Planning without Central Control

A plan that took all of these varied assets into account would need to look ahead at least a decade, with goals based on high-priority national needs, such as those reviewed in Chapter 3. No such national needs have been enunciated as yet; this committee, lacking a statement of national policy, has not offered recommendations on that score. The plan would link those needs with specific vehicle capabilities and survey the public and private technology and capital investment programs, here and abroad, to ensure that they were being met.

The plan need not lead to a strictly coordinated program of funding for undersea research. A comprehensive national approach can build on the pluralism of today's varied programs, allowing for healthy short-term flexibility and individual initiative. At the same time, a consensus on future needs, embodied in a strategic plan, would provide guidance to the agencies responsible for making the necessary investments in technology and in new vehicles. The plan would afford U.S. scientific users, for example, the widest possible choice of undersea systems, both here and abroad, and allow the U.S. Navy and the research funding agencies to cooperate more fully on the next generations of vehicles. The planning body would act as a board of directors for all missions in the federal sphere. As such, it would need to include representatives from users, developers, and operators, both inside and outside of government. Ocean and Earth scientists, for example, would be prominently represented, as would the national security interests of the U.S. Navy, which is responsible for building and maintaining most of the vehicles used for scientific research; the Supervisor of Salvage; and liaison representatives of foreign undersea vehicle programs.

The planning body would have secure support from a single federal agency and would be given statutory authority and a small, but sufficient, administrative budget. The body would be limited in function to planning, with no technology or research programs or capital assets, to avoid conflicts of interest with the various mission agencies it serves.

Two existing organizations offer models that could be built on to establish such a body:

  • Joint Oceanographic Institutions, Inc. (JOI). JOI is a private, nonprofit consortium of 10 U.S. academic institutions with the mission of managing and planning research programs in the ocean sciences. Among its tasks is carrying out U.S. elements of the international Ocean Drilling Program and the Nansen Arctic Drilling Program; coordinating the global Ocean Seismic Network; and promoting the integration and networking of computers and communications in ocean research. JOI's consortium for oceanographic research and education (CORE) promotes partnerships of government, industry, and academia. The international liaison function of JOI is of particular interest.

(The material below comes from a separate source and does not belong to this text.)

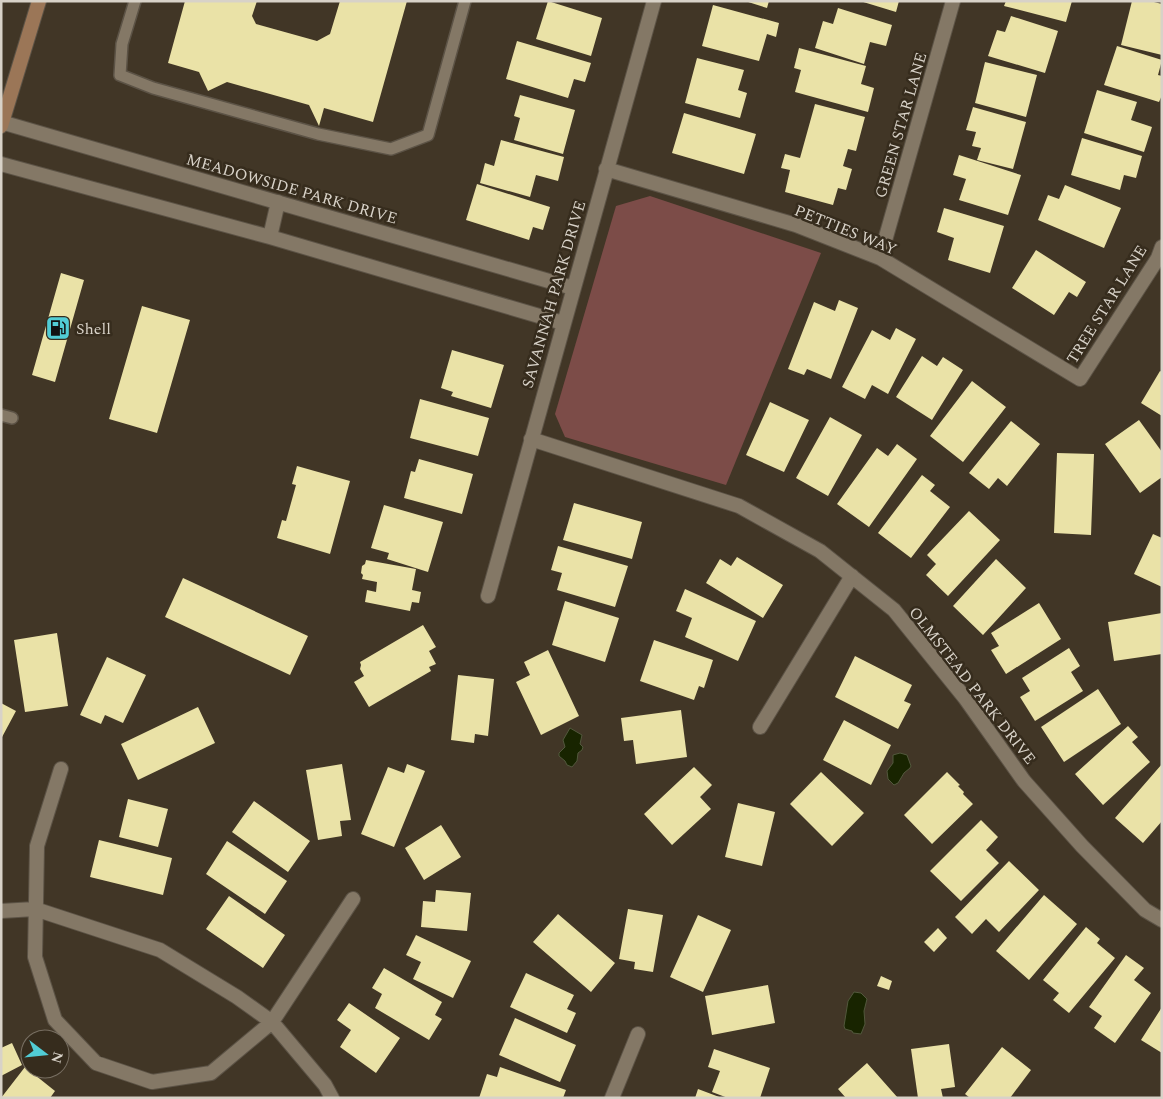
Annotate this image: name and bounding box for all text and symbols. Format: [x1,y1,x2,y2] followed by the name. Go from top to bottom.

  • Deep Submergence Science Committee (DESSC). The nucleus of a fully governmental planning function for undersea vehicles is available in DESSC, a joint program of NOAA, NSF, and the U.S. Navy, under the umbrella of the University-National Oceanographic Laboratory System (UNOLS). DESSC promotes the most effective use of undersea vehicles, mainly through scheduling scientific use. DESSC oversees the use of Alvin and the U.S. Navy-owned ROV Medea-Jason and helps review proposals for academic use of the Navy's other deep submergence assets under a Navy-NOAA agreement (UNOLS DESSC, 1993). The committee also advises research funding agencies (NSF, NOAA/NURP, and ONR) on the state of vehicle technology and applications. But today DESSC is restricted to scheduling research use of the Navy's deep submergence vehicles (Alvin and Medea-Jason at Woods Hole Oceanographic Institution and the two Navy-operated DSVs, Turtle, and Sea Cliff). Beyond its own self-initiated studies (e.g., Fox, 1994), DESSC has no long-term planning role. In addition, its charter is too narrow—covering only a fraction of research activities and with no voice in decisions bearing on technology development or capital investment.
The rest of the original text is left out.